Jean-Marie Pirot cherche lui aussi une église, mais dont il s'emparera seul « pour plus d'unité ». Tombé un peu par hasard, et alors qu'il commençait à se décourager, sur Saint-Hugues-de-Chartreuse, il convainc le père Truffot, un ancien prêtre ouvrier, et Auguste Villard, le maire conservateur, de lui confier cette petite église.

Avec ses étudiants, Pirot mène une première campagne, qui se terminera par l'accrochage de plus de 140 m2 de toile de jute peinte (les murs se révélant trop humides pour accueillir les fresques initialement projetées), la réalisation des vitraux et l'installation d'un premier mobilier liturgique.

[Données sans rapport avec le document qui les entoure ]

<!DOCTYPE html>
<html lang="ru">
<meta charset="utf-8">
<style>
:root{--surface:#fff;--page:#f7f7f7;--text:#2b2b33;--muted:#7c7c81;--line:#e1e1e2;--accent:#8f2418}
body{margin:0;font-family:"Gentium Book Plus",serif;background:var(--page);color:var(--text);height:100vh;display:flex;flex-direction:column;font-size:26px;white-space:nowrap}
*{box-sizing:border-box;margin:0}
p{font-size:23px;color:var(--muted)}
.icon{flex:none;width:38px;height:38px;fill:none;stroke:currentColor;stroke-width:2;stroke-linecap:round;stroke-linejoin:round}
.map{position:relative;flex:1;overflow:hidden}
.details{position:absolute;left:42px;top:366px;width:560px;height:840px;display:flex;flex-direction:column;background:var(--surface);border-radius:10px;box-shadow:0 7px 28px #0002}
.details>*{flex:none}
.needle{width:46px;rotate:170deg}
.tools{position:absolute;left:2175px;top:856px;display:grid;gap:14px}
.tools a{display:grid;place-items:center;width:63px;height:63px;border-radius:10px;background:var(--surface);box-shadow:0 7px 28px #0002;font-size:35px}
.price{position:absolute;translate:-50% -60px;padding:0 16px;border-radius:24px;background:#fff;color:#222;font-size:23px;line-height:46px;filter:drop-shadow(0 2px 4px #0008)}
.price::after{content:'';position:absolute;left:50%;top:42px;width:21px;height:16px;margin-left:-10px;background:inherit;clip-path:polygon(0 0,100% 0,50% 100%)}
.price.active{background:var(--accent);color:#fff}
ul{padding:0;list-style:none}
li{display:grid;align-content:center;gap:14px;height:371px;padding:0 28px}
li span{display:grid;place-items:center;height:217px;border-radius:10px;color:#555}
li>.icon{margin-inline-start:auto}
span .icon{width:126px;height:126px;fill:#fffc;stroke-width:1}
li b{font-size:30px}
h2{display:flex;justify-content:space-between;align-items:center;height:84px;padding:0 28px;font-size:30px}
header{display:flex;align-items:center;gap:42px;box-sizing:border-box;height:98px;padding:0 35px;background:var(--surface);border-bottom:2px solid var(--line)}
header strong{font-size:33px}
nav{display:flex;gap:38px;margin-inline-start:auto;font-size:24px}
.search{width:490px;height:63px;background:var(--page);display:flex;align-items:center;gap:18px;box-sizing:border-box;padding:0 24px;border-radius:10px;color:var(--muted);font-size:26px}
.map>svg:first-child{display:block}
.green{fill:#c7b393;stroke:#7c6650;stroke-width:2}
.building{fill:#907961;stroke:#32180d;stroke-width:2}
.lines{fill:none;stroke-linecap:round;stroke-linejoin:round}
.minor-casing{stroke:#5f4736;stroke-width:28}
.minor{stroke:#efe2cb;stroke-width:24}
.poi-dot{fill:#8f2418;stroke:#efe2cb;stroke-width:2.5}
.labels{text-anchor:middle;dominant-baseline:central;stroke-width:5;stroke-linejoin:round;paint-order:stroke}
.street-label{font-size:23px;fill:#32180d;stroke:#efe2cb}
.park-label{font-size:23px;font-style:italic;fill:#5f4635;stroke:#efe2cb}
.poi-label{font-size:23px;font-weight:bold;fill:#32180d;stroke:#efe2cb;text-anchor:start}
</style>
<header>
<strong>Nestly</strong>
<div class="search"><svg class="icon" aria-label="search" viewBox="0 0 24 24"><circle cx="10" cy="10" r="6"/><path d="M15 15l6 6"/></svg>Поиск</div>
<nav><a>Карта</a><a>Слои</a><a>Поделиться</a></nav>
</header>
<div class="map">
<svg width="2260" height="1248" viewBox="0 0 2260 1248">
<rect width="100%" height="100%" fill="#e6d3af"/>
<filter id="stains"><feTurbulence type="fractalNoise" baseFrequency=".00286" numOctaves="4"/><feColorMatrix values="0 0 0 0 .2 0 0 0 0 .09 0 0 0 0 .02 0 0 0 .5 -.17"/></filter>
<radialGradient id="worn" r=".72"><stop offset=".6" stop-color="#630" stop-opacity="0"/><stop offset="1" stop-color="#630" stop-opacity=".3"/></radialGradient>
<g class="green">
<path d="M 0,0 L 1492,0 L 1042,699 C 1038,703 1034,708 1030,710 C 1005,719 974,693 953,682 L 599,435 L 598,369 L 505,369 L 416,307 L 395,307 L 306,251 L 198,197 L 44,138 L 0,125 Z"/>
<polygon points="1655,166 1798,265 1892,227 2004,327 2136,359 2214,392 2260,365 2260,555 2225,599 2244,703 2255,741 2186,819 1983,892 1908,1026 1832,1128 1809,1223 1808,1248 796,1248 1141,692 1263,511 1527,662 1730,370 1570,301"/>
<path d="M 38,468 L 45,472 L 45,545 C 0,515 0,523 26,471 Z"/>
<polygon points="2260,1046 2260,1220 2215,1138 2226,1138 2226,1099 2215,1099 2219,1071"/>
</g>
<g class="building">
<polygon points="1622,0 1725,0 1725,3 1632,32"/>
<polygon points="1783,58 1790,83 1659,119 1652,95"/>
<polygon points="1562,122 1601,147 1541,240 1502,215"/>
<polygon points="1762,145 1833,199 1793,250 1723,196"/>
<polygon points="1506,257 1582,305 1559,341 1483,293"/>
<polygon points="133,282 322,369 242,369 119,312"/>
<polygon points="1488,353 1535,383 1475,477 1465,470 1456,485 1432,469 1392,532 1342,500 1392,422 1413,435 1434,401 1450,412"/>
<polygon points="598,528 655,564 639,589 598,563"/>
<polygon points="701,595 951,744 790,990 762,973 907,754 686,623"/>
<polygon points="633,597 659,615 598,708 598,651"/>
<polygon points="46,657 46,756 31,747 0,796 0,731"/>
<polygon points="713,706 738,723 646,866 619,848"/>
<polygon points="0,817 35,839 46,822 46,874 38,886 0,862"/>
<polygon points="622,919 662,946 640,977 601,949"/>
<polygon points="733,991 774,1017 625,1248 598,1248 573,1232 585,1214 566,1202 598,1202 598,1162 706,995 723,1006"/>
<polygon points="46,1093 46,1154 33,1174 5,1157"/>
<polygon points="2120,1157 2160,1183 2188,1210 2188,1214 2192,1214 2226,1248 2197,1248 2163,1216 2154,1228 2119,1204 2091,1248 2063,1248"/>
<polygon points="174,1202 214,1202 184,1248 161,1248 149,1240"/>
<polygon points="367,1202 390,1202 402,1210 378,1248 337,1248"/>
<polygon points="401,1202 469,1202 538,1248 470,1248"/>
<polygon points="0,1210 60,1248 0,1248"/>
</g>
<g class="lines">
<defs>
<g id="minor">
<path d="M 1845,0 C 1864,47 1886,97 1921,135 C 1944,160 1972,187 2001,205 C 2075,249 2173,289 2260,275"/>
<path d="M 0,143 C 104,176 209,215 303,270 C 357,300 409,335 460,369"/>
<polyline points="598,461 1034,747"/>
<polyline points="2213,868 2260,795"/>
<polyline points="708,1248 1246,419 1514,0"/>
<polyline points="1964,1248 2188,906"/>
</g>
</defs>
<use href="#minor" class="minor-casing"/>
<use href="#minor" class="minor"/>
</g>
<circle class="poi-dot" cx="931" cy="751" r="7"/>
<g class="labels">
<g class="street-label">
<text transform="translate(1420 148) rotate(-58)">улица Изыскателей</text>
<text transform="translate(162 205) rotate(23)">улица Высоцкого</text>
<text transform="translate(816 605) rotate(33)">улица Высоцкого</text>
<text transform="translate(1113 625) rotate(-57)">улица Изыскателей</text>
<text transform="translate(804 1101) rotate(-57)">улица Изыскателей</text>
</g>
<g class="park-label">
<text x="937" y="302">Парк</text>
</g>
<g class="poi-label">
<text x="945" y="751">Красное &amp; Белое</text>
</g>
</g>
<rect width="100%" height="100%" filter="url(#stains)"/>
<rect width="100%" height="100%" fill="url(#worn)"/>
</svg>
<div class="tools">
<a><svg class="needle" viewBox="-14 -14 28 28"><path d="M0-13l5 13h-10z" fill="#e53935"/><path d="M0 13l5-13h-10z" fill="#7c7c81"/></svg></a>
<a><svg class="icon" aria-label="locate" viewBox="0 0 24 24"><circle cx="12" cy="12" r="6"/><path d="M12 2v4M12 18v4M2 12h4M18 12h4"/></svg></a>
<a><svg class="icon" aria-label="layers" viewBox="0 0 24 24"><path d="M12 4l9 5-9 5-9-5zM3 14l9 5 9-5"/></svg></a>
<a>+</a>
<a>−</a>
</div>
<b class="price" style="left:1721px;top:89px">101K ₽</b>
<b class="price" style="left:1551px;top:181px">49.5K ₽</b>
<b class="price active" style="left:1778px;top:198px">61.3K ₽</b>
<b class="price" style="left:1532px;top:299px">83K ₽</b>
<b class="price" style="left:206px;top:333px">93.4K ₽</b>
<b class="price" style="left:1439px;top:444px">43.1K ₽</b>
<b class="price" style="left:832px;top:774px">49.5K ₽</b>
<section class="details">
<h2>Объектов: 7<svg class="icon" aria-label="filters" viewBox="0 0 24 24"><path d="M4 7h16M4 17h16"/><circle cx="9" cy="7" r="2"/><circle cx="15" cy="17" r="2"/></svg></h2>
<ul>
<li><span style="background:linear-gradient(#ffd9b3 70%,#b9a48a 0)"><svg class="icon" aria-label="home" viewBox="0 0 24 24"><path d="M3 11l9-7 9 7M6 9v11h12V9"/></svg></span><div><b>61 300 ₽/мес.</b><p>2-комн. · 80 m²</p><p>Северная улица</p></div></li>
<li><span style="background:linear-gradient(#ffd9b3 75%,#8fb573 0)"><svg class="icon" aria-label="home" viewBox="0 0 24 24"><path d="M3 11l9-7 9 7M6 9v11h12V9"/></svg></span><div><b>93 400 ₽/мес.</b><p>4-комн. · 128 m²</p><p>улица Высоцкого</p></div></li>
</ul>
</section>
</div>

Artiste invité outre-Atlantique en 1969 par le Conseil national des arts du Canada, Jean-Marie Pirot, qui est devenu Arcabas, s'étonne à son retour en 1972 de « l'austérité » de son œuvre. C'est la réalisation du Couronnement, suivi, au beau milieu des années 1980, de la prédelle. Son œuvre sur place, commencée en 1953, est alors officiellement terminée en 1986.

Michel Couëtoux, vice-président (PCF) du Conseil général de l'Isère, en charge de la culture, et Louis Mermaz, son président (PS), lui permettront d'assurer la pérennité de l'ensemble par une donation au Département qui transformera ipso facto l'église (elle reste consacrée) en musée départemental.

Mais Saint-Hugues-de-Chatreuse n'est pas sa seule réalisation. Travaillant dans le monde entier, Arcabas refusera plusieurs fois la commande des vitraux de la basilique de Sacré-Cœur, à Grenoble – le plus grand chantier de cet ordre en France. Et ce n'est qu'assuré que le maître-verrier Christophe Berthier pourrait terminer cette œuvre « en cas de malheur » qu'il se laisse finalement convaincre. De Saint-Hugues au Sacré-Cœur, la boucle était bouclée…

Ses obsèques seront célébrées le mardi 28 août à 11 h en l'église Saint-Hugues-de-Chartreuse.